As for the film, it won the Cannes Grand Prix and went on to a box office success in France. The monks, who interacted with the Islamic community as physicians died amid the Algerian civil war in 1996. They had made a conscious decision and vote to stay.
Now, let us look at the Yearbook for 2011 which announces "Preaching and Teaching Earth Wide".
I cannot find the country Algeria. There are no population statistics or ratio of publishers to population. Is this what happens when one divides by zero?
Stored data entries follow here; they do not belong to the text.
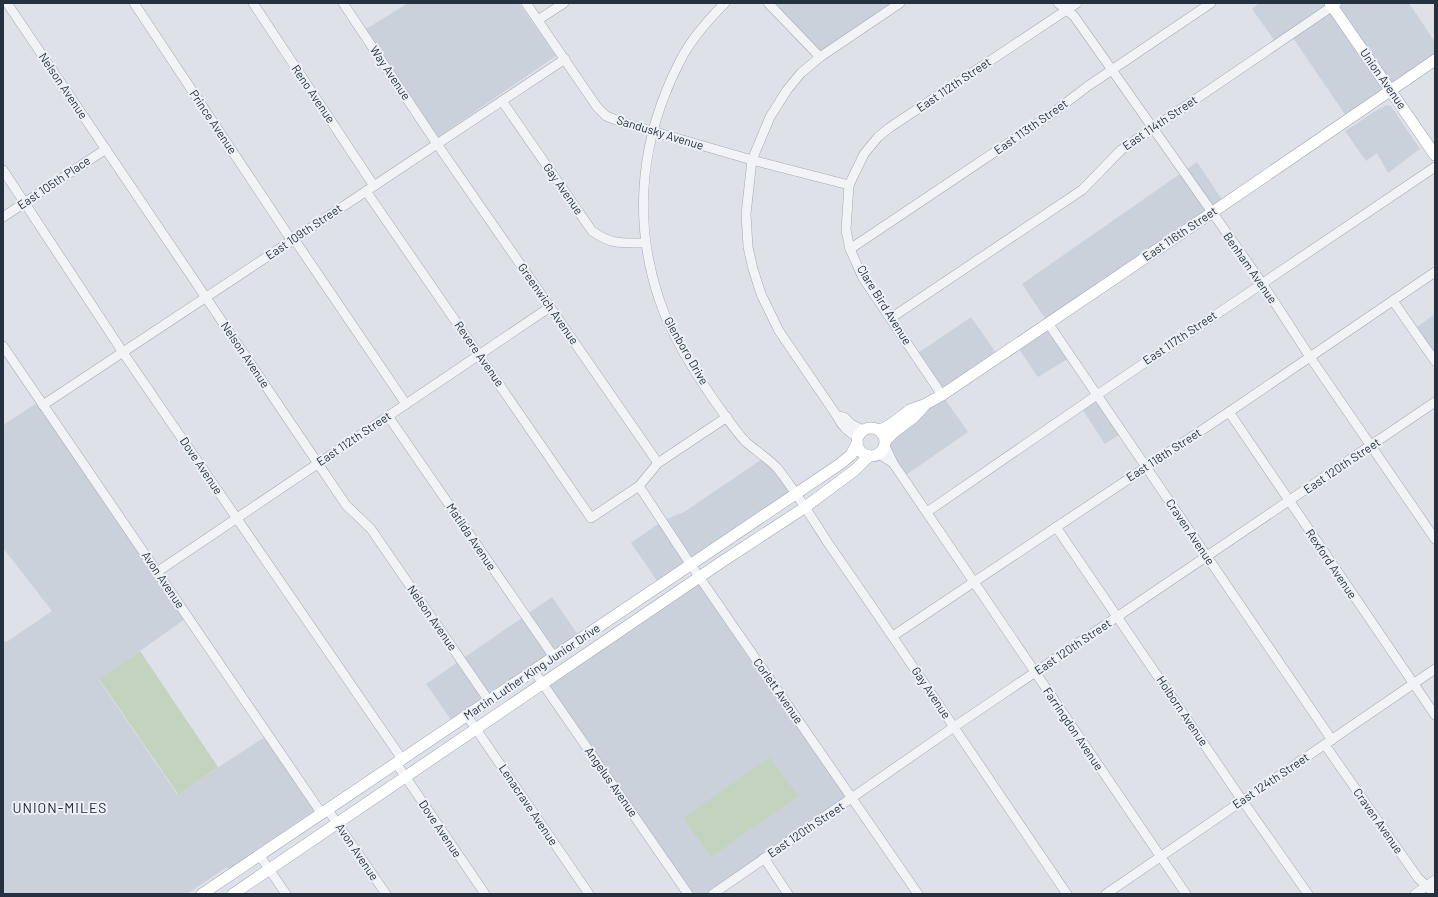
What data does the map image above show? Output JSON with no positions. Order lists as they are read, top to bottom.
{
  "streets": {
    "main road": ["Union Avenue", "East 116th Street", "Martin Luther King Junior Drive"],
    "street": [
      "Way Avenue",
      "East 112th Street",
      "Nelson Avenue",
      "Reno Avenue",
      "Prince Avenue",
      "East 114th Street",
      "East 113th Street",
      "Sandusky Avenue",
      "East 105th Place",
      "Gay Avenue",
      "East 109th Street",
      "Benham Avenue",
      "Greenwich Avenue",
      "Clare Bird Avenue",
      "East 117th Street",
      "Glenboro Drive",
      "Revere Avenue",
      "East 118th Street",
      "Dove Avenue",
      "East 120th Street",
      "Craven Avenue",
      "Matilda Avenue",
      "Rexford Avenue",
      "Avon Avenue",
      "Corlett Avenue",
      "Holborn Avenue",
      "Farringdon Avenue",
      "East 124th Street",
      "Angelus Avenue",
      "Lenacrave Avenue"
    ]
  },
  "crossings": [
    ["Way Avenue", "East 109th Street"],
    ["Way Avenue", "Greenwich Avenue"],
    ["Union Avenue", "East 114th Street"],
    ["Union Avenue", "East 116th Street"],
    ["East 112th Street", "Nelson Avenue"],
    ["East 112th Street", "Prince Avenue"],
    ["East 112th Street", "Sandusky Avenue"],
    ["East 112th Street", "Benham Avenue"],
    ["East 112th Street", "Greenwich Avenue"],
    ["East 112th Street", "Clare Bird Avenue"],
    ["East 112th Street", "Revere Avenue"],
    ["East 112th Street", "Dove Avenue"],
    ["East 112th Street", "Matilda Avenue"],
    ["East 112th Street", "Avon Avenue"],
    ["Nelson Avenue", "East 105th Place"],
    ["Nelson Avenue", "East 109th Street"],
    ["Nelson Avenue", "Martin Luther King Junior Drive"],
    ["Reno Avenue", "East 109th Street"],
    ["Prince Avenue", "East 109th Street"],
    ["East 114th Street", "Benham Avenue"],
    ["East 114th Street", "Clare Bird Avenue"],
    ["East 113th Street", "Benham Avenue"],
    ["East 113th Street", "Clare Bird Avenue"],
    ["Sandusky Avenue", "East 109th Street"],
    ["Sandusky Avenue", "Clare Bird Avenue"],
    ["Sandusky Avenue", "Glenboro Drive"],
    ["East 105th Place", "Dove Avenue"],
    ["Gay Avenue", "East 109th Street"],
    ["Gay Avenue", "Glenboro Drive"],
    ["Gay Avenue", "East 118th Street"],
    ["Gay Avenue", "East 120th Street"],
    ["Gay Avenue", "Martin Luther King Junior Drive"],
    ["East 109th Street", "Greenwich Avenue"],
    ["East 109th Street", "Revere Avenue"],
    ["East 109th Street", "Dove Avenue"],
    ["East 109th Street", "Avon Avenue"],
    ["East 116th Street", "Benham Avenue"],
    ["East 116th Street", "Clare Bird Avenue"],
    ["East 116th Street", "Craven Avenue"],
    ["East 116th Street", "Martin Luther King Junior Drive"],
    ["East 116th Street", "Farringdon Avenue"],
    ["Benham Avenue", "East 117th Street"],
    ["Benham Avenue", "East 118th Street"],
    ["Benham Avenue", "East 120th Street"],
    ["East 117th Street", "Craven Avenue"],
    ["East 117th Street", "Farringdon Avenue"],
    ["Glenboro Drive", "Martin Luther King Junior Drive"],
    ["Revere Avenue", "Corlett Avenue"],
    ["East 118th Street", "Craven Avenue"],
    ["East 118th Street", "Rexford Avenue"],
    ["East 118th Street", "Holborn Avenue"],
    ["East 118th Street", "Farringdon Avenue"],
    ["Dove Avenue", "Martin Luther King Junior Drive"],
    ["East 120th Street", "Craven Avenue"],
    ["East 120th Street", "Rexford Avenue"],
    ["East 120th Street", "Corlett Avenue"],
    ["East 120th Street", "Holborn Avenue"],
    ["East 120th Street", "Farringdon Avenue"],
    ["Craven Avenue", "East 124th Street"],
    ["Matilda Avenue", "Martin Luther King Junior Drive"],
    ["Rexford Avenue", "East 124th Street"],
    ["Avon Avenue", "Martin Luther King Junior Drive"],
    ["Martin Luther King Junior Drive", "Corlett Avenue"],
    ["Martin Luther King Junior Drive", "Farringdon Avenue"],
    ["Martin Luther King Junior Drive", "Angelus Avenue"],
    ["Martin Luther King Junior Drive", "Lenacrave Avenue"],
    ["Holborn Avenue", "East 124th Street"],
    ["Farringdon Avenue", "East 124th Street"]
  ],
  "districts": ["UNION-MILES"]
}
Well, how about Morocco where the movie was filmed? Same thing.
Pakistan, the country of the Mohammed Hanif and author of "Our Lady of Alice Bhatti", it is noted that it has a population of 177,276,594 and 967 pulbishers. Ireland, a population of 6,245,700 has 58,333 publishers for a ratio of 1 to 1071 inhabitants. I guess the publishers there are going to free the Irish of child abuse.
There were other countries that I was unable to locate in the 2011 document which figured in the so-called Arab Spring.
Libya, Tunisia, Egypt, Syria ( though it was in the earlier yearbooks), Iran, Iraq, Qatar, Saudi Arabia, Bahrain.
I am not a missionary, minister, publisher or much of anything else save for now a chronic complainer. But I should add that when my someone left to become one, I noticed that she left her passport behind.